ふくしま県民の森「フォレストパークあだたら」の人工池にホソミオツネントンボを導入するための基礎的研究
1. はじめに
ふくしま県民の森「フォレストパークあだたら」では6 科14 属18 種のトンボ類が記録されているが,この中で幼虫が止水域を生息環境とするもののうち,6 種類の幼虫は生息が確認されていない。そこで本研究では,フォレストパークから記録されたトンボ類のうち,幼虫が未確認の種の生息場所発見を目的として,フォレストパーク内の砂防ダム池と芝生公園の人工池で動物相調査を実施した。また,調査地に飛来するトンボ類の成虫の調査も合わせて実施した結果,人工池にはホソミオツネントンボが多数飛来するものの,池内には幼虫が生息しないことが明らかになった。そこで本研究では,ホソミオツネントンボの産卵に関する環境条件を明らかにするための基礎調査も実施した。
2. 調査方法
砂防ダム池と人工池の動物相調査は,2009 年の秋に1 回,2010 年の春と秋に2 回の計3 回実施し,それぞれの池内の動物を水生昆虫採集用ネットを用いて採集し,同定した。
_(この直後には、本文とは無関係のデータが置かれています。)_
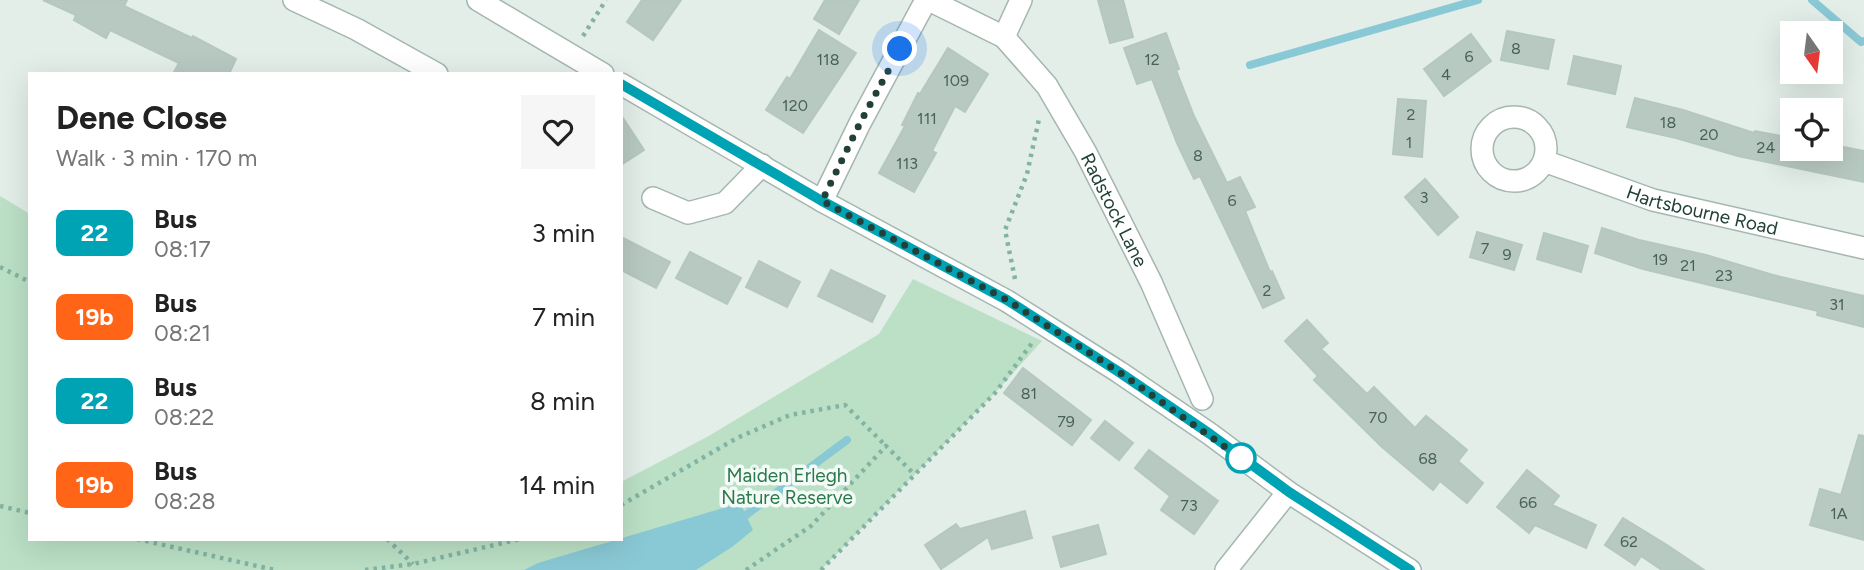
<!DOCTYPE html>
<html lang="en">
<head>
<meta charset="utf-8">
<style>
  :root { --surface:#fff; --page:#f6f6f6; --text:#222; --muted:#767676 }
  body { margin:0; font-family:Figtree,sans-serif; background:var(--page); color:var(--text); height:100vh; display:flex; flex-direction:column; font-size:26px; white-space:nowrap }
  * { box-sizing:border-box; margin:0 }
  p { font-size:23px; color:var(--muted) }
  .icon { flex:none; width:38px; height:38px; fill:none; stroke:currentColor; stroke-width:2; stroke-linecap:round; stroke-linejoin:round }
  .map { position:relative; flex:1; overflow:hidden }
  .panel { position:absolute; left:28px; top:72px; width:595px; height:469px; display:flex; flex-direction:column; background:var(--surface); border-radius:0px; box-shadow:0 7px 28px #0002 }
  .panel>* { flex:none }
  .badge { padding:0 14px; border-radius:10px; font-size:24px; line-height:46px }
  .needle { width:46px; rotate:166deg }
  .controls { position:absolute; left:1780px; top:21px; display:grid; gap:14px }
  .controls a { display:grid; place-items:center; width:63px; height:63px; border-radius:0px; background:var(--surface); box-shadow:0 7px 28px #0002; font-size:35px }
  .you { position:absolute; width:35px; height:35px; margin:-18px; border:5px solid #fff; border-radius:50%; background:#1a73e8; box-shadow:0 0 0 10px #1a73e833 }
  .map>.badge { position:absolute; translate:-50% -50%; box-shadow:0 0 0 4px #fff }
  .round { display:grid; place-items:center; flex:none; width:74px; height:74px; border-radius:0px; background:var(--page) }
  .headline { display:flex; align-items:center; justify-content:space-between; height:119px; padding:0 28px }
  h1 { font-size:33px; font-weight:700; line-height:52px }
  ul { padding:0; list-style:none }
  li { display:flex; align-items:center; gap:21px; height:84px; padding:0 28px }
  li div { flex:1 }
  li b { display:block; font-size:26px }
  li em { font-style:normal }
  li .badge { min-width:77px; font-weight:700; text-align:center }
  .map>svg:first-child { display:block }
  .green { fill:#bbe0c5 }
  .water { fill:#89c9d5 }
  .lines { fill:none; stroke-linecap:round; stroke-linejoin:round }
  .stream { stroke:#89c9d5; stroke-width:8 }
  .building { fill:#b8c9c2; stroke:#b5c8c0; stroke-width:2 }
  .minor-casing { stroke:#a5b6b0; stroke-width:24 }
  .path { stroke:#82b3a3; stroke-width:4.5; stroke-dasharray:3.5 5; stroke-linecap:butt }
  .minor { stroke:#fff; stroke-width:21 }
  .line-casing { stroke:#fff; stroke-width:16 }
  .line { stroke:#00a3b4; stroke-width:10 }
  .walk { stroke:#224038; stroke-width:7; stroke-dasharray:0 12.6 }
  .stop-dot { fill:#fff; stroke:#00a3b4; stroke-width:3.5 }
  .labels { text-anchor:middle; stroke-width:7; stroke-linejoin:round; paint-order:stroke }
  .number-label { font-size:16px; fill:#48625a }
  .street-label { font-size:19px; fill:#224038; stroke:#f4faf7 }
  .park-label { font-size:19px; fill:#2a7949; stroke:#f4faf7 }
</style>
</head>
<body>
<div class="map">
<svg width="1864" height="570" viewBox="0 0 1864 570">
  <rect width="100%" height="100%" fill="#e3eee9"/>
  <!-- green -->
  <polygon class="green" points="0,196 30,214 30,539 621,539 621,482 707,437 879,334 913,279 1042,341 995,393 821,570 0,570"/>
  <!-- water -->
  <polygon class="water" points="740,503 753,530 732,547 696,570 524,570 538,563"/>
  <g class="lines">
    <!-- stream -->
    <g class="stream">
      <polyline points="1812,0 1861,42 1864,41"/>
      <polyline points="1250,65 1478,0"/>
      <polyline points="746,515 847,440"/>
    </g>
  </g>
  <!-- building -->
  <g class="building">
    <polygon points="43,0 127,0 124,6 192,38 193,36 236,59 229,74 173,74 179,63 110,30 106,38 74,20 76,15"/>
    <polygon points="642,0 681,0 653,40 627,22"/>
    <polygon points="825,0 859,0 839,34 814,19"/>
    <polygon points="1098,0 1123,0 1133,37 1110,43"/>
    <polygon points="819,30 856,53 803,133 766,110 787,77 790,79"/>
    <polygon points="1507,31 1554,40 1548,69 1501,60"/>
    <polygon points="1166,33 1179,69 1176,70 1194,116 1227,183 1240,177 1255,207 1245,211 1270,272 1272,271 1284,298 1263,308 1200,176 1194,179 1177,143 1152,79 1137,84 1124,48"/>
    <polygon points="1471,34 1491,61 1444,96 1424,69"/>
    <polygon points="948,48 988,74 965,112 955,106 932,151 936,153 914,192 879,173 905,126 902,125 918,93 920,94"/>
    <polygon points="1574,56 1621,66 1615,94 1568,84"/>
    <polygon points="1635,98 1683,110 1754,133 1755,131 1792,138 1792,149 1832,149 1833,145 1864,151 1864,182 1738,156 1676,138 1627,127"/>
    <polygon points="1398,99 1426,101 1422,157 1393,154"/>
    <polygon points="621,115 644,150 621,165"/>
    <polygon points="1425,179 1458,217 1438,235 1405,197"/>
    <polygon points="1602,228 1639,240 1706,255 1773,275 1864,296 1864,327 1817,315 1818,311 1643,269 1595,253"/>
    <polygon points="1477,232 1522,245 1514,270 1470,257"/>
    <polygon points="1544,233 1588,246 1581,272 1537,259"/>
    <polygon points="621,237 670,262 656,288 621,270"/>
    <polygon points="690,252 741,278 727,304 676,278"/>
    <polygon points="759,261 800,282 787,307 746,287"/>
    <polygon points="831,270 885,296 872,322 818,296"/>
    <polygon points="1307,320 1328,343 1321,349 1367,394 1374,387 1415,428 1426,416 1467,450 1458,461 1483,483 1467,503 1440,481 1433,490 1382,447 1314,380 1318,376 1285,341"/>
    <polygon points="1023,368 1091,420 1072,445 1004,393"/>
    <polygon points="1105,421 1133,443 1119,460 1091,438"/>
    <polygon points="1859,435 1864,436 1864,540 1810,525 1820,489 1841,495"/>
    <polygon points="1149,450 1218,501 1194,534 1161,510 1170,496 1135,468"/>
    <polygon points="1527,470 1559,496 1552,505 1596,525 1586,548 1535,525 1529,533 1497,507"/>
    <polygon points="1025,511 1032,538 992,549 988,537 941,569 925,545 956,524 960,529"/>
    <polygon points="1623,518 1667,545 1704,570 1662,570 1641,556 1635,565 1605,545"/>
    <polygon points="1098,525 1106,554 1061,567 1053,537"/>
  </g>
  <g class="lines">
    <!-- minor casing -->
    <g class="minor-casing">
      <g id="minor">
        <polyline points="294,0 356,29 437,74"/>
        <polyline points="478,0 603,74"/>
        <path id="s1" d="M929 0 1004 37 1047 86 1085 151 1151 282 1202 399"/>
        <polyline points="1004,37 1021,0"/>
        <polyline points="621,84 822,201 1007,301 1119,372 1210,434 1288,492 1410,570"/>
        <circle cx="1514" cy="149" r="32"/>
        <path id="s2" d="M1544 161 1653 200 1864 248"/>
        <polyline points="653,198 688,213 725,203 762,165"/>
        <polyline points="822,201 860,123 926,0"/>
        <polyline points="1226,570 1288,492"/>
      </g>
    </g>
    <!-- path -->
    <g class="path">
      <polyline points="583,36 606,0"/>
      <polyline points="0,267 30,282"/>
      <polyline points="1015,279 1005,230 1027,174 1039,119"/>
      <polyline points="621,505 737,438 790,415 845,405 886,446"/>
      <polyline points="0,506 30,513"/>
      <polyline points="137,539 275,570"/>
      <polyline points="387,539 413,564"/>
      <polyline points="365,570 413,564 520,539"/>
      <polyline points="746,570 811,526 886,446 915,475"/>
      <polyline points="821,570 995,393 1032,343"/>
    </g>
    <!-- minor -->
    <use href="#minor" class="minor"/>
  </g>
  <g class="lines">
    <!-- line casing -->
    <g class="line-casing">
      <polyline id="line" points="621,84 822,201 1007,300 1119,372 1210,434 1289,492 1410,570"/>
    </g>
    <!-- line -->
    <use href="#line" class="line"/>
    <!-- walk -->
    <polyline class="walk" points="900,49 860,123 822,201 1007,300 1119,372 1241,458"/>
  </g>
  <!-- markers -->
  <circle class="stop-dot" cx="1241" cy="458" r="14"/>
  <g class="labels">
    <!-- number labels -->
    <g class="number-label">
      <text x="1516" y="54">8</text>
      <text x="1469" y="62">6</text>
      <text x="828" y="65">118</text>
      <text x="1152" y="65">12</text>
      <text x="1446" y="80">4</text>
      <text x="956" y="86">109</text>
      <text x="795" y="111">120</text>
      <text x="1411" y="120">2</text>
      <text x="927" y="124">111</text>
      <text x="1668" y="128">18</text>
      <text x="1709" y="140">20</text>
      <text x="1409" y="148">1</text>
      <text x="1766" y="153">24</text>
      <text x="1198" y="161">8</text>
      <text x="907" y="169">113</text>
      <text x="1424" y="203">3</text>
      <text x="1232" y="206">6</text>
      <text x="1485" y="254">7</text>
      <text x="1507" y="260">9</text>
      <text x="1660" y="265">19</text>
      <text x="1688" y="271">21</text>
      <text x="1724" y="281">23</text>
      <text x="1267" y="296">2</text>
      <text x="1837" y="310">31</text>
      <text x="1029" y="399">81</text>
      <text x="1378" y="423">70</text>
      <text x="1066" y="427">79</text>
      <text x="1428" y="464">68</text>
      <text x="1528" y="508">66</text>
      <text x="1189" y="511">73</text>
      <text x="1839" y="519">1A</text>
      <text x="1629" y="547">62</text>
    </g>
    <!-- street labels -->
    <g class="street-label">
      <text dy="7" stroke="none"><textPath href="#s2" startOffset="166">Hartsbourne Road</textPath></text>
      <text dy="7" stroke="none"><textPath href="#s1" startOffset="290">Radstock Lane</textPath></text>
    </g>
    <!-- park labels -->
    <g class="park-label">
      <text x="787" y="482">Maiden Erlegh<tspan x="787" dy="22">Nature Reserve</tspan></text>
    </g>
  </g>
</svg>
<div class="controls">
<a><svg class="needle" viewBox="-14 -14 28 28"><path d="M0-13l5 13h-10z" fill="#e53935"/><path d="M0 13l5-13h-10z" fill="#767676"/></svg></a>
<a><svg class="icon" aria-label="locate" viewBox="0 0 24 24"><circle cx="12" cy="12" r="6"/><path d="M12 2v4M12 18v4M2 12h4M18 12h4"/></svg></a>
</div>
<div class="you" style="left:900px;top:49px"></div>
<section class="panel">
<div class="headline"><div><h1>Dene Close</h1><p>Walk · 3 min · 170 m</p></div><a class="round"><svg class="icon" aria-label="heart" viewBox="0 0 24 24"><path d="M12 20l-8-8c-3-5 5-10 8-4 3-6 11-1 8 4z"/></svg></a></div>
<ul>
<li><span class="badge" style="background:#00a3b4;color:#fff">22</span><div><b>Bus</b><p>08:17</p></div><em>3 min</em></li>
<li><span class="badge" style="background:#ff6417;color:#fff">19b</span><div><b>Bus</b><p>08:21</p></div><em>7 min</em></li>
<li><span class="badge" style="background:#00a3b4;color:#fff">22</span><div><b>Bus</b><p>08:22</p></div><em>8 min</em></li>
<li><span class="badge" style="background:#ff6417;color:#fff">19b</span><div><b>Bus</b><p>08:28</p></div><em>14 min</em></li>
</ul>
</section>
</div>
</body>
</html>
飛来するトンボ類は,捕虫網を用いて捕獲し,同定した。ホソミオツネントンボの産卵条件については,人工池内外の様々な場所にホソミオツネントンボの産卵基質となるガマを入れたバケツを2010 年6 月17 日から7 月2 日までの16 日間設置し,各バケツ内の幼虫の個体数を調べることによって検討した。
3. 結果及び考察
動物相調査の結果,砂防ダム池からは58 種類,人工池からは48 種類もの動物が記録された。また,トンボ類については,タカネトンボ,オオルリボシヤンマ,コオニヤンマの幼虫とタカネトンボ,ショウジョウトンボ,ホソミオツネントンボ,ハグロトンボ,アオイトトンボの成虫がそれぞれ新たに確認された。ホソミオツネントンボの産卵条件を検討した結果,ホソミオツネントンボの産卵条件としては,産卵基質となる抽水植物が池内に存在することが重要であることが明らかになった。この結果を受けて,ホソミオツネントンボを人工池に導入するための試みとして,フォレストパーク内で生育しているガマを人工池内に設置した。なお,池内にある産卵基質の位置や日当たりについては特別な選択性はないものと考えられた。
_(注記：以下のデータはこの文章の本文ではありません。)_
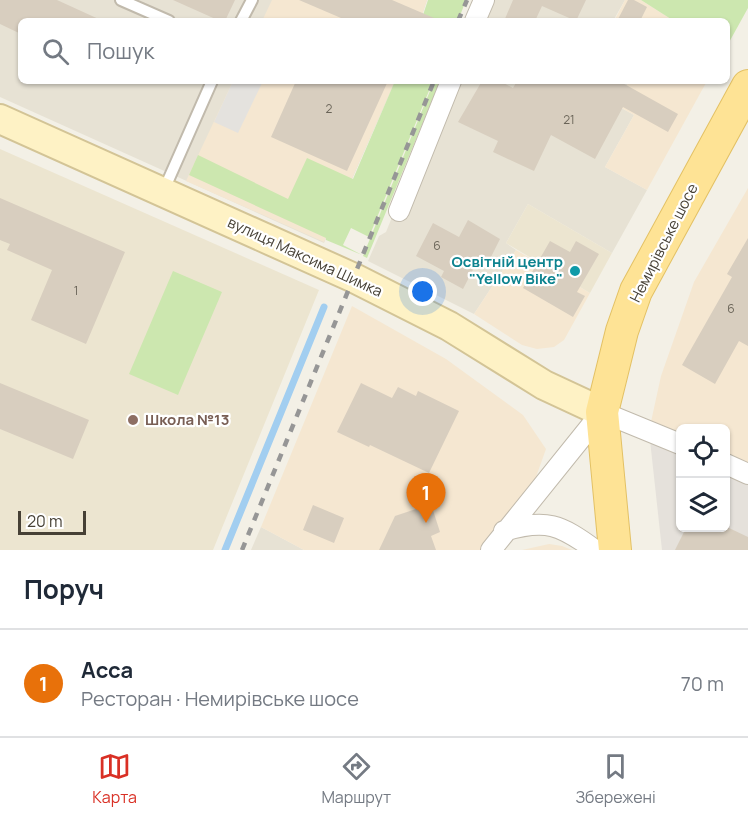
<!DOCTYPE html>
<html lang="uk">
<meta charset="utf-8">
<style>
:root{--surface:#fff;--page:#f2f2f3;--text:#1f2937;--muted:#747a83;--line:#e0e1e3;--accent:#d93025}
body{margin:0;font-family:Manrope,sans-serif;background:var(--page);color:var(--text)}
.controls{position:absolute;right:18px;bottom:18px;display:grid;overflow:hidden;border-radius:9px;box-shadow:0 2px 4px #0004}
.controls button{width:54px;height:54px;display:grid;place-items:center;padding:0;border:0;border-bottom:2px solid var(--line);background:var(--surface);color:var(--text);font:30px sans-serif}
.scale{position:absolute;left:18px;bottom:15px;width:68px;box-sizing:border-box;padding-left:6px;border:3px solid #464035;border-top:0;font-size:16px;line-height:21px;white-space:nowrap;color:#464035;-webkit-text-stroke:4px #fff;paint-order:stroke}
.you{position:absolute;left:423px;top:292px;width:21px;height:21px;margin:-15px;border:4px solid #fff;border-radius:50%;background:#1a73e8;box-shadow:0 0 0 9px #1a73e833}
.badge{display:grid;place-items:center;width:39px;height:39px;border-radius:50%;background:var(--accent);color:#fff;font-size:20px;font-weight:700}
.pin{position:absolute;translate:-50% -50px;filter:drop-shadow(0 2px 3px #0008)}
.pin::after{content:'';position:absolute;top:32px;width:21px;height:18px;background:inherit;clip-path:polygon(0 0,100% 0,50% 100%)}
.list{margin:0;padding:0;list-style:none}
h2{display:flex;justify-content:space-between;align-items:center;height:78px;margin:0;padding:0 24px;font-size:26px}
h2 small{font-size:20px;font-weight:400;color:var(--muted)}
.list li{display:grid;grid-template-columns:39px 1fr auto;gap:18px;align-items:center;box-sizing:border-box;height:108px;padding:0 24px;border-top:2px solid var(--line)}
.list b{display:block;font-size:22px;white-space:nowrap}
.list p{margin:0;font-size:20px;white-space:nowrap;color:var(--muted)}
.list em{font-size:20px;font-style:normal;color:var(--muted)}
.icon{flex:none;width:33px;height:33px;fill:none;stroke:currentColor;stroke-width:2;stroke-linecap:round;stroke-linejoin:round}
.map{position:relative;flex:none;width:748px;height:550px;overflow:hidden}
.search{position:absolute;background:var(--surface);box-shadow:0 2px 4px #0004;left:18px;right:18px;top:18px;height:66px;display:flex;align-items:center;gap:15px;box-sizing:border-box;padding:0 21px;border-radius:9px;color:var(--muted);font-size:22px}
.sheet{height:186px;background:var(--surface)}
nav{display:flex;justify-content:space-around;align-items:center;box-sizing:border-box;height:84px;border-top:2px solid var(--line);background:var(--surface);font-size:16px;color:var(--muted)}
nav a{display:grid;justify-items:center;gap:3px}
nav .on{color:var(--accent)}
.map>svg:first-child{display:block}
.residential{fill:#e7e2d4}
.commercial{fill:#f5e7d1}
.industrial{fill:#e5e1db}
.education{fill:#ece5d0}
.green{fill:#cce7af}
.parking{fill:#e4e2de}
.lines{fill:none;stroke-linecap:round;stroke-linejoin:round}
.stream{stroke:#a2cef0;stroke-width:7}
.building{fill:#d8cebf}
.lane-casing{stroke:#c1baac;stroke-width:14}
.street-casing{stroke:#c1baac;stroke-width:22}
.secondary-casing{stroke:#d3c496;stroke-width:32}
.primary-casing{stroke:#e3c164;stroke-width:34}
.lane{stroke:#fff;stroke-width:10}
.street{stroke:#fff;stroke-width:20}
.secondary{stroke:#fef2c5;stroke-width:28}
.primary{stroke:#fee395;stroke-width:32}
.rail{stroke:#969696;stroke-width:4.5;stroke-dasharray:8 8;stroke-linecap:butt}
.culture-dot{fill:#0f9aa8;stroke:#fff;stroke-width:2}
.education-dot{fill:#8d6e63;stroke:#fff;stroke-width:2}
.labels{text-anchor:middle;stroke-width:4.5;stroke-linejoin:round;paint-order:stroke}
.number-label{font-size:12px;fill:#6a6458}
.street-label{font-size:15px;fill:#464035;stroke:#fff}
.culture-label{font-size:15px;font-weight:bold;fill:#0d838f;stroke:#fff;text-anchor:end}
.education-label{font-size:15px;font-weight:bold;fill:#785e54;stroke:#fff;text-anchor:start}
</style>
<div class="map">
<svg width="748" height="550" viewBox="0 0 748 550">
<rect width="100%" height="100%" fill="#f3f0e6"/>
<!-- residential -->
<path class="residential" d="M0,0h427l-7,21h-399v60h374l-71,162 -324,-146z
M480,0h145l-12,21h-141z
M447,81h182l-13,24 18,10 -29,52 42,23 -35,63 -84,-49 -22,39 10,7 -42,64 -106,-53 11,-25 7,-4z
M261,527l43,23h-53z"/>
<!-- commercial -->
<path class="commercial" d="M272,0h155l-7,21h-158z
M625,0h16l33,21h-60z
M233,81h162l-71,161 -138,-61z
M629,81h78l-60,109 -42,-23 29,-52 -18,-10z
M748,188v286l-22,-10v-36h-46v17l-31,-14 12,-55 33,-94z
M516,250l74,43 -26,47 -10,7 -17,2 -15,-4 -48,-31z
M352,306l94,53 77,56 23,34 -20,56 -35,45h-187l-43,-23z
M549,544l13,2 10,4h-50z"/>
<!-- industrial -->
<path class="industrial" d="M649,431l31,14v83h46v-64l22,10v76h-86z"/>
<!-- education -->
<path class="education" d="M0,149l319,141 -106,260h-213z
M528,204l84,49 -22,40 -84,-50z"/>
<!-- green -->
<path class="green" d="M428,0h38l-8,21h-37z
M641,0h107v8l-21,38v-25h-53z
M395,81h38l-64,156 -18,-9 -8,17 19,10 -36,-15v-2l-137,-63 9,-20 90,44 19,-41 46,21z
M434,81h6l-73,177 -4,-2z
M173,271l49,21 -44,103 -49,-21z"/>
<!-- parking -->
<path class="parking" d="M233,81h30l-25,52 -24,-11z"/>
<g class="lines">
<!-- stream -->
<path class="stream" d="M225,550l99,-243"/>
</g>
<!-- building -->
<path class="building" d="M0,0h57l46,21h-82v13l-21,-10z
M173,0h62l-10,21h-5z
M299,0h93l49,21h-93z
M513,0h73l-10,21 -34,-15 -7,15h-31z
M628,0h6l13,7 -7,14h-23z
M296,81h92l-41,90 -76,-34z
M482,81h18l13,7 4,-7h102l59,33 -10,18 -45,-25 -28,52 -44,-24 -17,36 -41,-19 5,-11 -40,-19z
M0,198l125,54 -39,92 -55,-24 21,-50 -45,-20 3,-6 -10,-4z
M468,220l32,19 -15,30 -9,-5 -13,25 -22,-12 3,-6 -28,-15 17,-33 26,14z
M748,238v108l-9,-5 -24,43 -33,-19 50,-88 -5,-3z
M550,241l20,11 6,-11 23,13 -22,38 8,4 -12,21 -50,-29z
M0,383l89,37 -16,39 -73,-30z
M361,383l31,15 6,-11 18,9 2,-5 41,20 -30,62 -59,-28 -1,2 -32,-15z
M431,504l9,28 -9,4 5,14h-57l16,-34z
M313,505l31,13 -10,25 -31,-13z
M686,528h43l19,9v13h-73z"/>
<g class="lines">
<!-- lane casing -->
<g class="lane-casing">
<path id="lane" d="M121,0l48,21
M241,21l11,-21
M163,192l49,-111"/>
</g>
<!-- street casing -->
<g class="street-casing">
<path id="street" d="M475,21l9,-21
M399,211l52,-130
M726,464l22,10
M504,531c42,-13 57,-6 91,19
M491,550l111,-138 78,32"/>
</g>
<!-- secondary casing -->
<g class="secondary-casing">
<path id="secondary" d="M0,119l354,159 95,48 95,59 58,27"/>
</g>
<!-- primary casing -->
<g class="primary-casing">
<path id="primary" d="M615,550l-13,-138 20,-81 14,-40 112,-205"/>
</g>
<!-- lane -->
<use href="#lane" class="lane"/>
<!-- street -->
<use href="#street" class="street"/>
<!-- secondary -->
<use href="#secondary" class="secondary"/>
<!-- primary -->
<use href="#primary" class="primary"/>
<!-- rail -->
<path class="rail" d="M458,21l9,-21
M242,550l192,-469"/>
</g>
<!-- markers -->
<circle class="culture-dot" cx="575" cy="271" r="6"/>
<circle class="education-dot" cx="133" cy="420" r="6"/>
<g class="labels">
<!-- number labels -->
<g class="number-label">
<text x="329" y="113">2</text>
<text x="569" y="124">21</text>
<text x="437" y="250">6</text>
<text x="76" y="295">1</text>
<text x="731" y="313">6</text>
</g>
<!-- street labels -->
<g class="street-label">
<text transform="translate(664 243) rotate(-63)" y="5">Немирівське шосе</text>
<text transform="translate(305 257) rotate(25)" y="5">вулиця Максима Шимка</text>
</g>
<!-- culture labels -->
<g class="culture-label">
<text x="563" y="267">Освітній центр<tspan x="563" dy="17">"Yellow Bike"</tspan></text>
</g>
<!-- education labels -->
<g class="education-label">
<text x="145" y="425">Школа №13</text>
</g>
</g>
</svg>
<div class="controls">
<button><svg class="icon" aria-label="locate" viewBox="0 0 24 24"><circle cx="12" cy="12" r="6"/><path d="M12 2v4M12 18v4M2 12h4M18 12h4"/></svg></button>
<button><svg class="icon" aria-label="layers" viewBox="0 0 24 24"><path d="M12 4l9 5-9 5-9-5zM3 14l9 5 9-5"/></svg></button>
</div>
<div class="scale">20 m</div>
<div class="you"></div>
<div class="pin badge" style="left:426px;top:523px;background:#e8710a">1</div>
<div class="search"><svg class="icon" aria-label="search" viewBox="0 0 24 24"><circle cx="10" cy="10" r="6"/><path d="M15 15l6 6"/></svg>Пошук</div>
</div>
<section class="sheet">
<h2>Поруч<small></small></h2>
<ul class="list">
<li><span class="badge" style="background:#e8710a">1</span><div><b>Асса</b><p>Ресторан · Немирівське шосе</p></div><em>70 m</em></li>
</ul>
</section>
<nav>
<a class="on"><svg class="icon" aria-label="map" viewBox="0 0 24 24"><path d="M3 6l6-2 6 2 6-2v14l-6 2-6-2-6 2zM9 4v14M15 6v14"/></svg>Карта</a>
<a><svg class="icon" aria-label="directions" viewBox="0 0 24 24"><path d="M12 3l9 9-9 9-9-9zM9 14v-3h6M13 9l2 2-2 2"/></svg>Маршрут</a>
<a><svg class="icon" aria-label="saved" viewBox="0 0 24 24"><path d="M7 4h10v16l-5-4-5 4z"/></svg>Збережені</a>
</nav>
人工池にホソミオツネントンボを導入するに当たっては,導入する際のガマの移植方法,設置方法,そして導入後の人工池の管理方法について,人工池内の生態系や動物相に負の影響が生じないよう,様々な検討を重ねた。特に,捕食者であるホソミオツネントンボの幼虫を人工池に導入する場合,人工池内の既存の食物網に与える影響を考慮する必要がある。本研究における人工池の動物相調査の結果から考えると,人工池内の食物網への影響は小さいものと思われるが,予期せぬ事態が今後生じる可能性はあり得るため,人工池の定期的なモニタリングは必要不可欠である。数年後,人工池の動物相が現在と変わることなく,人工池でホソミオツネントンボが発生するようになれば,本研究を出発点とした人工池へのホソミオツネントンボ導入は,フォレストパークの人工池の動物相をさらに豊かにするための貴重なモデル研究になるものと思われる。